According to recent research advances, HamGNN has been extended to a universal model called Uni-HamGNN, which can predict spin-orbit coupling effects across the periodic table without the need for retraining for new material systems, significantly accelerating the discovery and design process of quantum materials.

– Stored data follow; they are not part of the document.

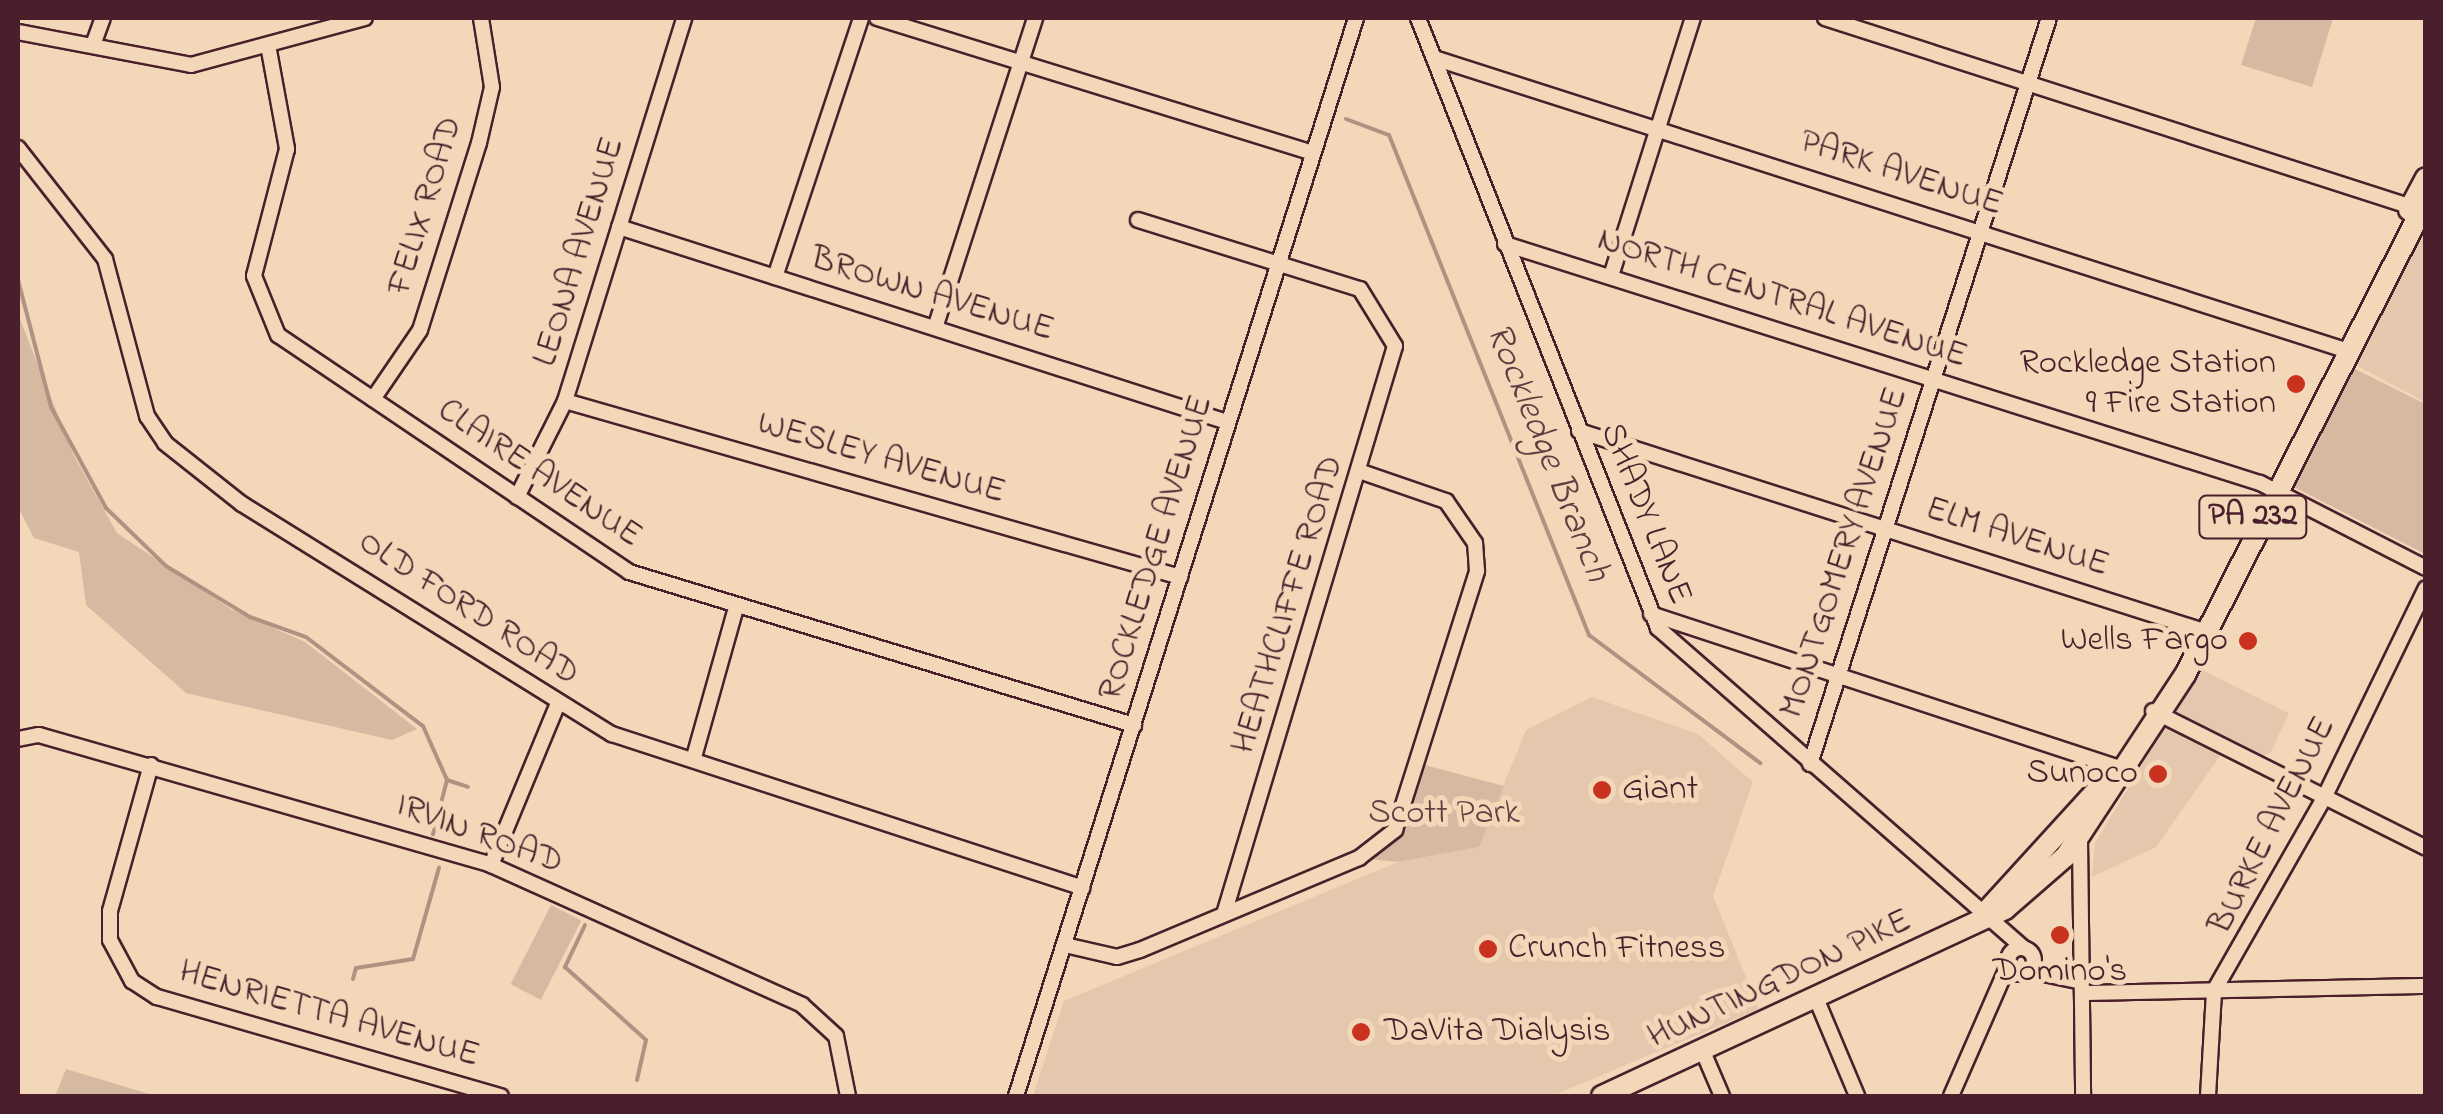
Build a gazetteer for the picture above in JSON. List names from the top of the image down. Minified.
{"streets":{"main road":["PA 232","HUNTINGDON PIKE"],"street":["PARK AVENUE","FELIX ROAD","LEONA AVENUE","BROWN AVENUE","NORTH CENTRAL AVENUE","WESLEY AVENUE","CLAIRE AVENUE","SHADY LANE","ELM AVENUE","ROCKLEDGE AVENUE","MONTGOMERY AVENUE","HEATHCLIFFE ROAD","OLD FORD ROAD","BURKE AVENUE","IRVIN ROAD","HENRIETTA AVENUE"]},"crossings":[["PARK AVENUE","SHADY LANE"],["PARK AVENUE","MONTGOMERY AVENUE"],["PARK AVENUE","HUNTINGDON PIKE"],["FELIX ROAD","CLAIRE AVENUE"],["LEONA AVENUE","BROWN AVENUE"],["LEONA AVENUE","WESLEY AVENUE"],["LEONA AVENUE","CLAIRE AVENUE"],["BROWN AVENUE","ROCKLEDGE AVENUE"],["NORTH CENTRAL AVENUE","SHADY LANE"],["NORTH CENTRAL AVENUE","MONTGOMERY AVENUE"],["NORTH CENTRAL AVENUE","HUNTINGDON PIKE"],["WESLEY AVENUE","ROCKLEDGE AVENUE"],["CLAIRE AVENUE","ROCKLEDGE AVENUE"],["SHADY LANE","ELM AVENUE"],["SHADY LANE","MONTGOMERY AVENUE"],["SHADY LANE","HUNTINGDON PIKE"],["ELM AVENUE","MONTGOMERY AVENUE"],["ELM AVENUE","HUNTINGDON PIKE"],["ROCKLEDGE AVENUE","HEATHCLIFFE ROAD"],["ROCKLEDGE AVENUE","OLD FORD ROAD"],["IRVIN ROAD","HENRIETTA AVENUE"]],"water":["Rockledge Branch"],"parks":["Scott Park"],"places":["Rockledge Station 9 Fire Station","Wells Fargo","Sunoco","Giant","Domino's","Crunch Fitness","DaVita Dialysis"]}
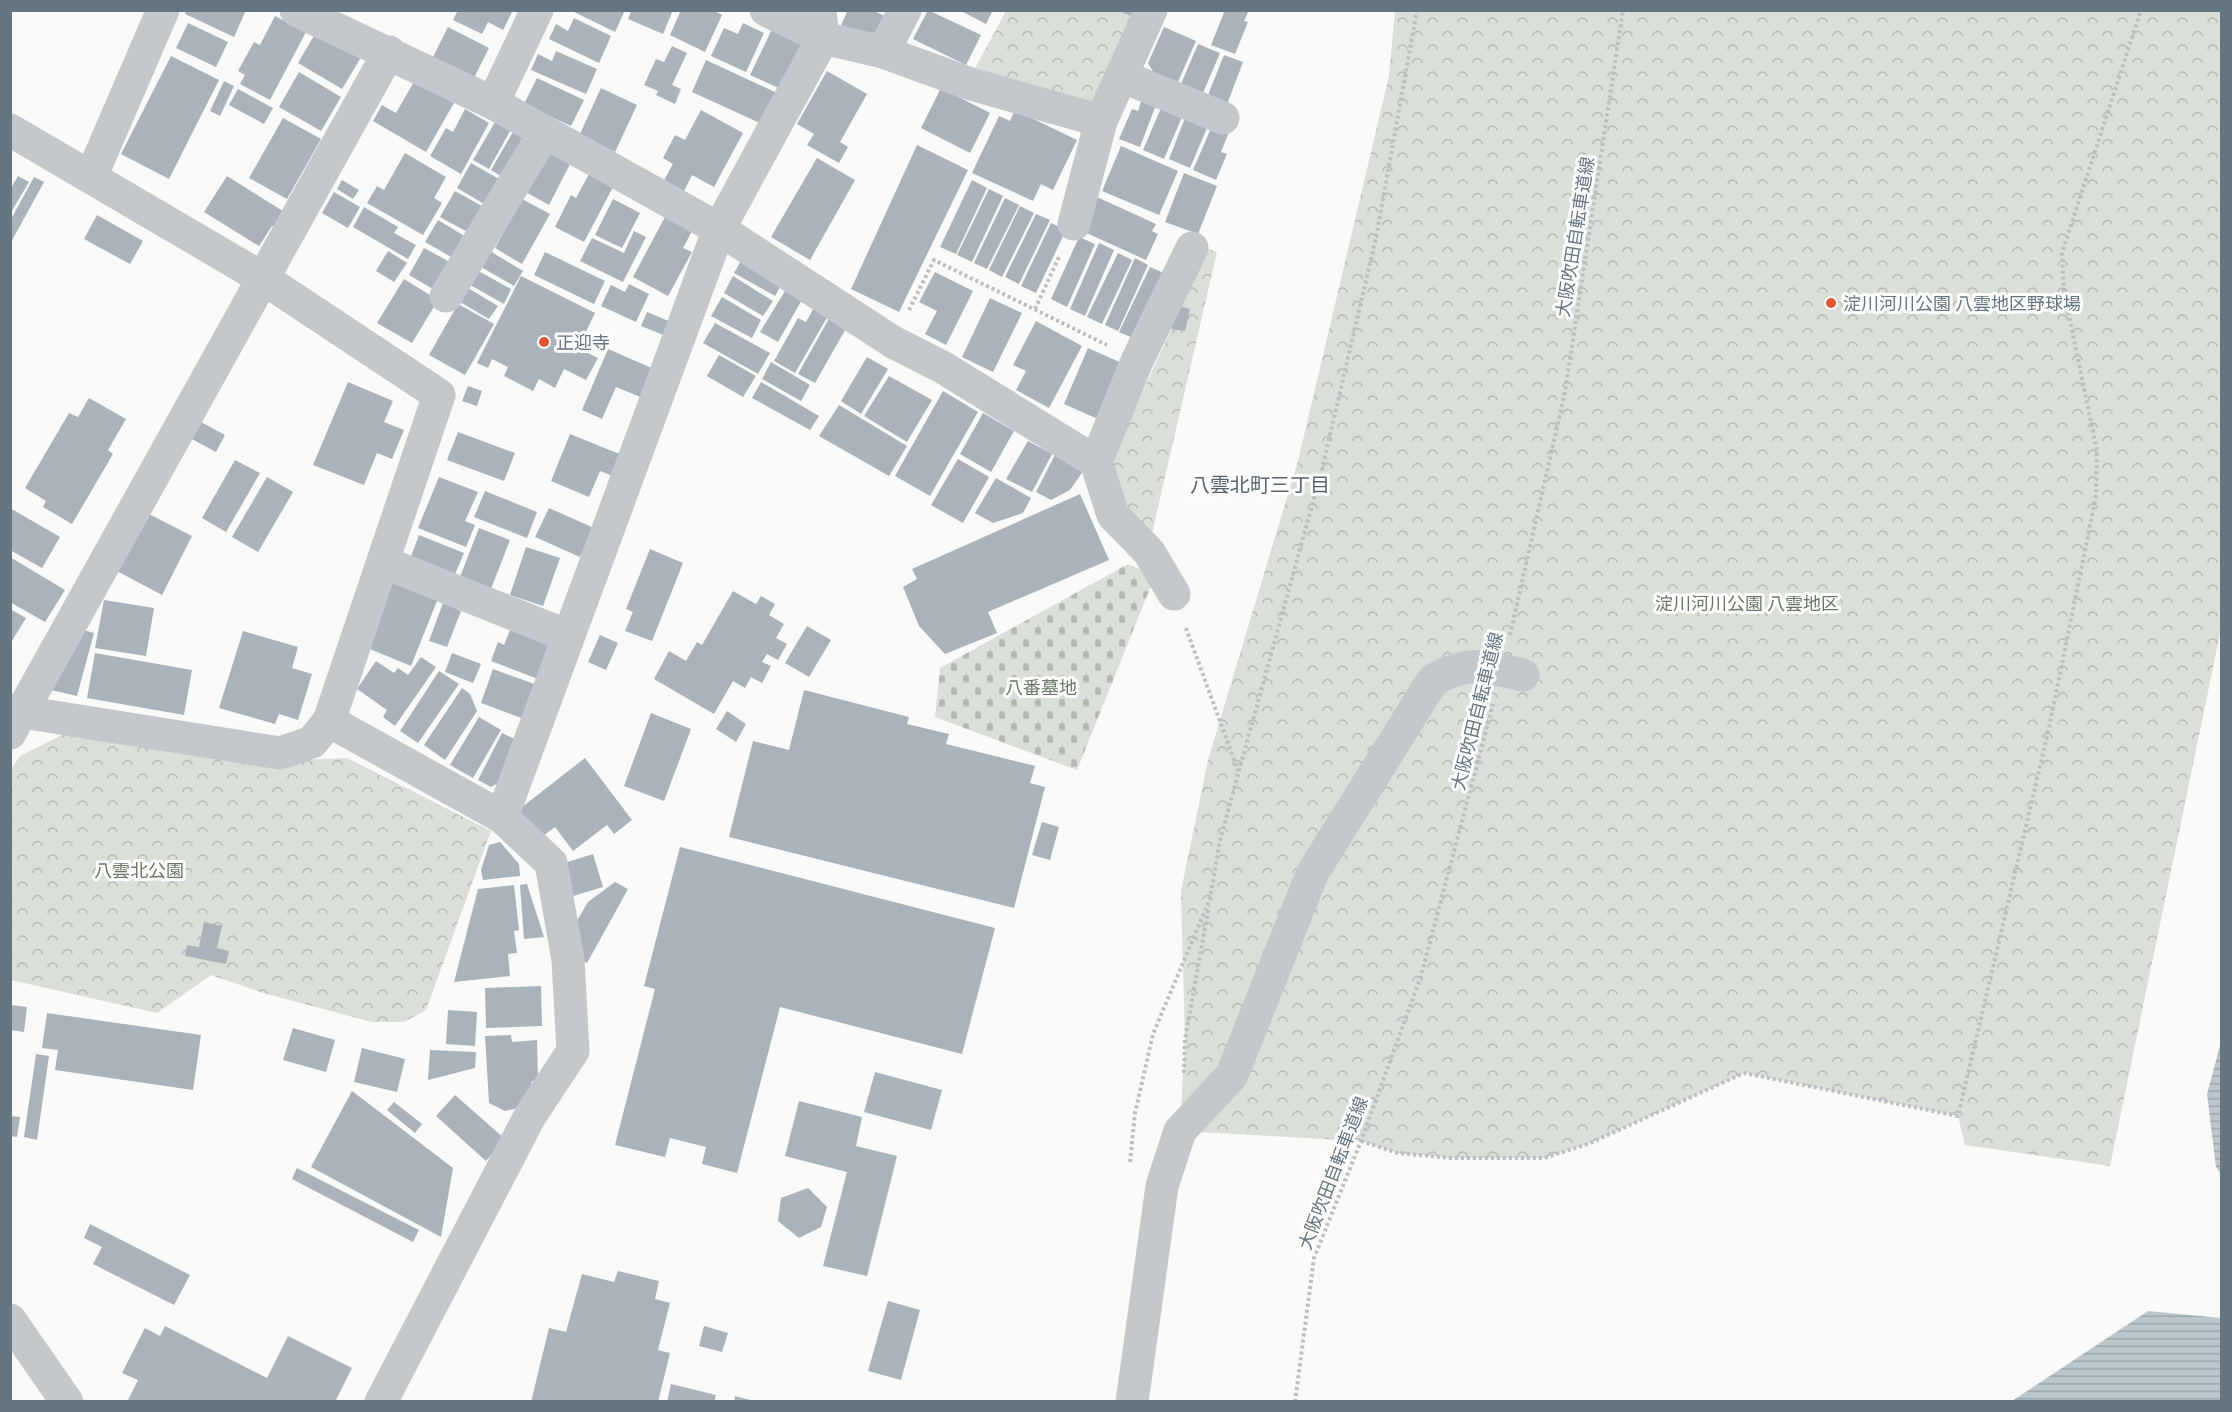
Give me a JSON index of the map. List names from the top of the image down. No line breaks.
{"streets":{"path":["大阪吹田自転車道線"]},"districts":["八雲北町三丁目"],"parks":["淀川河川公園 八雲地区","八番墓地","八雲北公園"],"places":["淀川河川公園 八雲地区野球場","正迎寺"]}
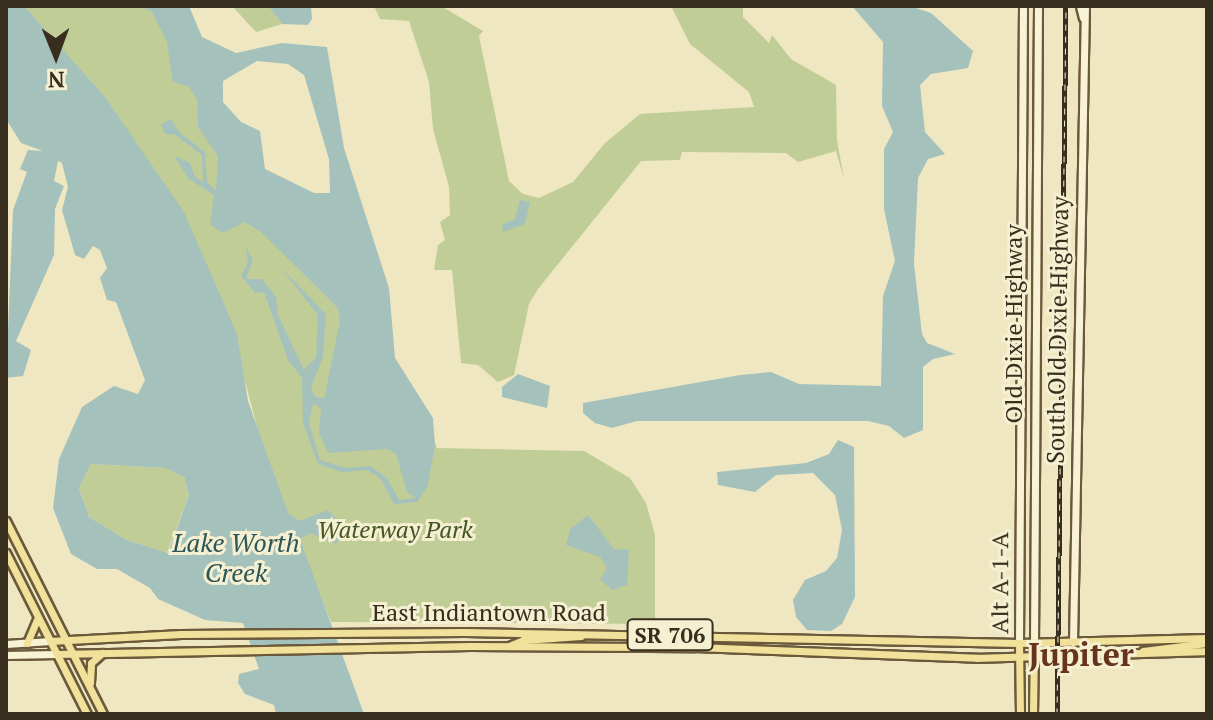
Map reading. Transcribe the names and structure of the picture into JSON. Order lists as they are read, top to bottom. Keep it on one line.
{"streets":{"main road":["Old Dixie Highway","South Old Dixie Highway","Alt A-1-A","East Indiantown Road","SR 706"]},"crossings":[["Old Dixie Highway","Alt A-1-A"],["Old Dixie Highway","SR 706"],["South Old Dixie Highway","SR 706"],["Alt A-1-A","East Indiantown Road"],["Alt A-1-A","SR 706"],["East Indiantown Road","SR 706"]],"districts":["Jupiter"],"water":["Lake Worth Creek"],"parks":["Waterway Park"],"north":"bottom"}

2. Environment Configuration Requirements

Python Environment

The HamGNN framework recommends Python 3.9 and depends on the following key Python libraries:

numpy == 1.21.2
PyTorch == 1.11.0
PyTorch Geometric == 2.0.4
pytorch_lightning == 1.5.10
e3nn == 0.5.0
pymatgen == 2022.3.7
tensorboard == 2.8.0
tqdm
scipy == 1.7.3
yaml

Third-party DFT Tool Support

OpenMX

OpenMX: HamGNN requires tight-binding Hamiltonians generated by OpenMX. Users should be familiar with basic OpenMX parameter settings and usage methods. Available for download from OpenMX official website.
openmx_postprocess: This is a modified version of OpenMX used to parse calculated overlap matrices and other Hamiltonian matrices. It stores computational data in a binary file named overlap.scfout.
read_openmx: This is a binary executable used to export matrices from the overlap.scfout file to HS.json.

SIESTA/HONPAS

honpas_1.2_H0: This is a modified version of HONPAS used to parse calculated overlap matrices and non-self-consistent Hamiltonian matrices H0, similar to the openmx_postprocess tool. The output is a binary file containing Hamiltonian data (overlap.HSX).
hsxdump: This is a binary executable that generates intermediate Hamiltonian files, essential for converting HONPAS output to HamGNN-readable format.

ABACUS

abacus_postprocess: A tool used to export Hamiltonian matrices H0.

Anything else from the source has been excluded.